No caso em exame, a questão principal envolve a presença de um incapaz no polo ativo da ação, entendendo o juízo suscitado que sua competência deve ser limitada a “causas de saúde” (sic) que não envolvam criança ou adolescente, citando o estatuto da criança e do adolescente.

Todavia, muito embora no caso concreto a pretensão esteja fundamentada no direito à saúde, assegurado na Constituição da República, cuida-se de demanda de cunho patrimonial, na qual o autor, menor de idade, busca tratamento dentário e indenização por danos morais em razão de um acidente ocorrido na escola em que estuda, não se enquadrando em qualquer das hipóteses previstas no art. 148 do Estatuto da Criança e do Adolescente.

O caso tratado também não revela situação de risco, maus tratos ou abandono apto a ensejar a proteção especial advinda do normativo mencionado e a transferência da lide para os auspícios da vara especializada para julgar ações de infância e juventude.

Ademais, a Lei n. 12.153/2009 não restringe ou mesmo excepciona a participação do incapaz nas ações de sua competência, delimitando em seu teor aqueles que podem ser partes nas ações sob sua égide.
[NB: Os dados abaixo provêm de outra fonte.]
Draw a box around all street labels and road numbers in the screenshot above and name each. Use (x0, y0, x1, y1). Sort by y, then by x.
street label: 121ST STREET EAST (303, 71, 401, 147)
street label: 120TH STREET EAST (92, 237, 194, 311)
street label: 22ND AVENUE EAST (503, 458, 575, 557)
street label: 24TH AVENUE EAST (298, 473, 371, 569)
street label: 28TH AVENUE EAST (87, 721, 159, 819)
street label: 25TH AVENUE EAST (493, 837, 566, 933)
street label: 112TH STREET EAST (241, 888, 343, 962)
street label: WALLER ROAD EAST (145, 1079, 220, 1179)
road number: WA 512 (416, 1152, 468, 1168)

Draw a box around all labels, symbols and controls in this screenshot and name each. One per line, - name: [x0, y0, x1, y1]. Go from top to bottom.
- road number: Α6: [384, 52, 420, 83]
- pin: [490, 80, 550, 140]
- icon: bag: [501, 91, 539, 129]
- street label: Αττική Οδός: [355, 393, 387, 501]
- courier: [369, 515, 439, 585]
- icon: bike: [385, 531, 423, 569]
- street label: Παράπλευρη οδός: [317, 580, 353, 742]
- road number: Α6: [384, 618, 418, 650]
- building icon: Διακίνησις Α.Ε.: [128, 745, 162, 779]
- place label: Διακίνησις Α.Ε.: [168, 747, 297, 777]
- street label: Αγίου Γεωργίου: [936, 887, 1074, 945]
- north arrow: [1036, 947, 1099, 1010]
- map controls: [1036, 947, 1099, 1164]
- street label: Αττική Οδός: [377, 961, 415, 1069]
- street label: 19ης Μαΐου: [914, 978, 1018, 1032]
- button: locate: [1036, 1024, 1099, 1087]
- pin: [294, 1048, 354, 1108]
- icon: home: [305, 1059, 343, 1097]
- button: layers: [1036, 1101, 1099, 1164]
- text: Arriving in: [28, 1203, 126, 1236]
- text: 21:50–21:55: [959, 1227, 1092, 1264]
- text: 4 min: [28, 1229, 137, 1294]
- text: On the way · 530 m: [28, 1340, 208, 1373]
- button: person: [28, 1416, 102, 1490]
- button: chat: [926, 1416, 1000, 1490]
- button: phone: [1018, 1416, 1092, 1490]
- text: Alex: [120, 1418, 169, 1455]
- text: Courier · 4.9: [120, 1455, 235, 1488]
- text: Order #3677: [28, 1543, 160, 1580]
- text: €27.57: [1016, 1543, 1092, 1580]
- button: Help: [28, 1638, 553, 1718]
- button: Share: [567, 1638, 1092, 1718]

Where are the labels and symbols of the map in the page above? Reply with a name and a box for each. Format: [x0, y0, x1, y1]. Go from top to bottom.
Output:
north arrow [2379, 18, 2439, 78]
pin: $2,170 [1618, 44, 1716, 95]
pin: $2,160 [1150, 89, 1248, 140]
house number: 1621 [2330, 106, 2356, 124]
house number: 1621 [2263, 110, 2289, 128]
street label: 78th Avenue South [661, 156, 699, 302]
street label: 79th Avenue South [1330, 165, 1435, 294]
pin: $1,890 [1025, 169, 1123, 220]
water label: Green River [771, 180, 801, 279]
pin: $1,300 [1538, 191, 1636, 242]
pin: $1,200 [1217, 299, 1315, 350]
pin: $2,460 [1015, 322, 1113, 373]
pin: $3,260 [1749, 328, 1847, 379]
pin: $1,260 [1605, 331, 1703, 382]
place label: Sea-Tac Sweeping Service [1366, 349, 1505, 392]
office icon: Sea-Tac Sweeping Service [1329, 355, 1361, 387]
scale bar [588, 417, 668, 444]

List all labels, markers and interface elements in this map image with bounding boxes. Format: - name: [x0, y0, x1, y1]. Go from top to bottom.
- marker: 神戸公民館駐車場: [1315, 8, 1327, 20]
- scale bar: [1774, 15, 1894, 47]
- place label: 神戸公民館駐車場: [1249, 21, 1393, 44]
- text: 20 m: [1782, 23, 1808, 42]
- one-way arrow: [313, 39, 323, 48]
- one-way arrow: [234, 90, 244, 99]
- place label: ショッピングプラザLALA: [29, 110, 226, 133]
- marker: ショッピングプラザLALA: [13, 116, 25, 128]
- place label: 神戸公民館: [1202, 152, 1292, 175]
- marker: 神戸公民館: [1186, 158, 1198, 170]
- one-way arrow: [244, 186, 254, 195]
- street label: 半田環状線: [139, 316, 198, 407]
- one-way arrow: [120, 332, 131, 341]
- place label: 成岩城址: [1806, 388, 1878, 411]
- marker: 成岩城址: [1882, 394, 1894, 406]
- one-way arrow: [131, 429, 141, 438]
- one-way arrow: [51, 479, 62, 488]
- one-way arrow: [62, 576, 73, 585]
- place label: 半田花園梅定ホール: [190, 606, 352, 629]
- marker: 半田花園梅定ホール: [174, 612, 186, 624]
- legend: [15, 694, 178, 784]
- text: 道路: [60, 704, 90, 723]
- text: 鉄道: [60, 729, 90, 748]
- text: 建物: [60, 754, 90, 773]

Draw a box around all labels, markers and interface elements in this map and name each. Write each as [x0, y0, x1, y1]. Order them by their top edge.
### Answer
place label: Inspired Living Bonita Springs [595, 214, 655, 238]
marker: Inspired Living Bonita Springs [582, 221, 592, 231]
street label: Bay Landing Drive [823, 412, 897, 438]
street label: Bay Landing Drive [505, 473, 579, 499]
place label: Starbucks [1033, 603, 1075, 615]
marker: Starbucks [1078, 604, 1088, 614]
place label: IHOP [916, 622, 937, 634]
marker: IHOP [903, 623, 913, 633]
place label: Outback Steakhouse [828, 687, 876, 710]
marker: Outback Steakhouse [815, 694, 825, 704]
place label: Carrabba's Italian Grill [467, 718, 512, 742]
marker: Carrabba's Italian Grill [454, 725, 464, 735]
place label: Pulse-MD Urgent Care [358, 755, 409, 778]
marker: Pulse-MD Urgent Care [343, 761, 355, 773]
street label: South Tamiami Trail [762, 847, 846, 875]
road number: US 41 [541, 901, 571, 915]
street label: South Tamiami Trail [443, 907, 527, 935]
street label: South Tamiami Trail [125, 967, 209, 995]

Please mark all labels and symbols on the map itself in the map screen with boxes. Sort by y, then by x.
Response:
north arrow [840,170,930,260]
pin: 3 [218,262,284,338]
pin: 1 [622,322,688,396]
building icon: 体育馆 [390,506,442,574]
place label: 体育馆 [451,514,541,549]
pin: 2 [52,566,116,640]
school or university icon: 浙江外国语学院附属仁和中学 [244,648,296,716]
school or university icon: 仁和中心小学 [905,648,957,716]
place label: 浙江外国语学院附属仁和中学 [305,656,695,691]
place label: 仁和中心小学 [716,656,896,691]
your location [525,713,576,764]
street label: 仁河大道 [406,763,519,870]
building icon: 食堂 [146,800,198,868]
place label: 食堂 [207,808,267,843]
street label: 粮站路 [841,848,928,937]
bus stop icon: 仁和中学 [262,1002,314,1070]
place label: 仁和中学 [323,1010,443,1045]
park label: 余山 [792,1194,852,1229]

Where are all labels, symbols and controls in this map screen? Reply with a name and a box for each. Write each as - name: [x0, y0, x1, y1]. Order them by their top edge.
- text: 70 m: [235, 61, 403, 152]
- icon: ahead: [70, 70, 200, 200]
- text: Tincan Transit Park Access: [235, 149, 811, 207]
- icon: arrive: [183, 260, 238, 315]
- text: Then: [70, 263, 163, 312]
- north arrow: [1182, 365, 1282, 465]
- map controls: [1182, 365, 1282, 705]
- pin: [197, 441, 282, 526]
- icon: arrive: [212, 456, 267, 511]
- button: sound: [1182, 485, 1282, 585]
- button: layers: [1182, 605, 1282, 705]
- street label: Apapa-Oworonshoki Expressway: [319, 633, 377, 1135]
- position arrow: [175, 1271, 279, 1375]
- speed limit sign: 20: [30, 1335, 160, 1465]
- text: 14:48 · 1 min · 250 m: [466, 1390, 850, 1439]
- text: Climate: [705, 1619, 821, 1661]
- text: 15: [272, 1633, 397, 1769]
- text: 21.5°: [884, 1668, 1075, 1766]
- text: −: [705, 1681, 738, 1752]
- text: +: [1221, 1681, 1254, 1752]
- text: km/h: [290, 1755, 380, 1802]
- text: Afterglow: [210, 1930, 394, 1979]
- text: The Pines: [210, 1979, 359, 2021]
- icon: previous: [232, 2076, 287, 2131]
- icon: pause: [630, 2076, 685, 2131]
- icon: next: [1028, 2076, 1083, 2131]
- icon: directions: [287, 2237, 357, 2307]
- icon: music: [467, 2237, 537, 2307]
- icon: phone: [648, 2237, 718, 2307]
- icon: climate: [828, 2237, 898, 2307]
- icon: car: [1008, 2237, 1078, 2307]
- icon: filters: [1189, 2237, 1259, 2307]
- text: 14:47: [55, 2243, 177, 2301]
Veja-se:

Art. 5º Podem ser partes no Juizado Especial da Fazenda Pública:

I – como autores, as pessoas físicas e as microempresas e empresas de pequeno porte, assim definidas na Lei Complementar nº 123, de 14 de dezembro de 2006;

II – como réus, os Estados, o Distrito Federal, os Territórios e os Municípios, bem como autarquias, fundações e empresas públicas a eles vinculadas.


De modo que não é o caso de aplicação subsidiária da Lei n. 9.099/1995, haja vista a existência de regramento específico sobre esse ponto.

Nesse sentido:

PROCESSUAL CIVIL. CONFLITO NEGATIVO DE COMPETÊNCIA. AÇÃO ORDINÁRIA. JUIZADO ESPECIAL DA FAZENDA PÚBLICA. PARTE AUTORA INCAPAZ. POSSIBILIDADE. INTERPRETAÇÃO DO ARTIGO 5º DA LEI 12.153/2009. INAPLICABILIDADE SUBSIDIÁRIA DO ART. 8º DA LEI 9.099/1995. PRECEDENTE DO STJ E DESTE TRIBUNAL. COMPETÊNCIA DO 5º JUIZADO DA FAZENDA PÚBLICA DA COMARCA DE NATAL/RN. CONHECIMENTO DO CONFLITO PARA DECLARAR A COMPETÊNCIA DO JUÍZO SUSCITANTE. (TJRN. Mandado de Segurança n. 080985-68.2021.8.20.0000. Relator: Desembargador Amaury Moura Sobrinho. Julgamento em 13/12/2021).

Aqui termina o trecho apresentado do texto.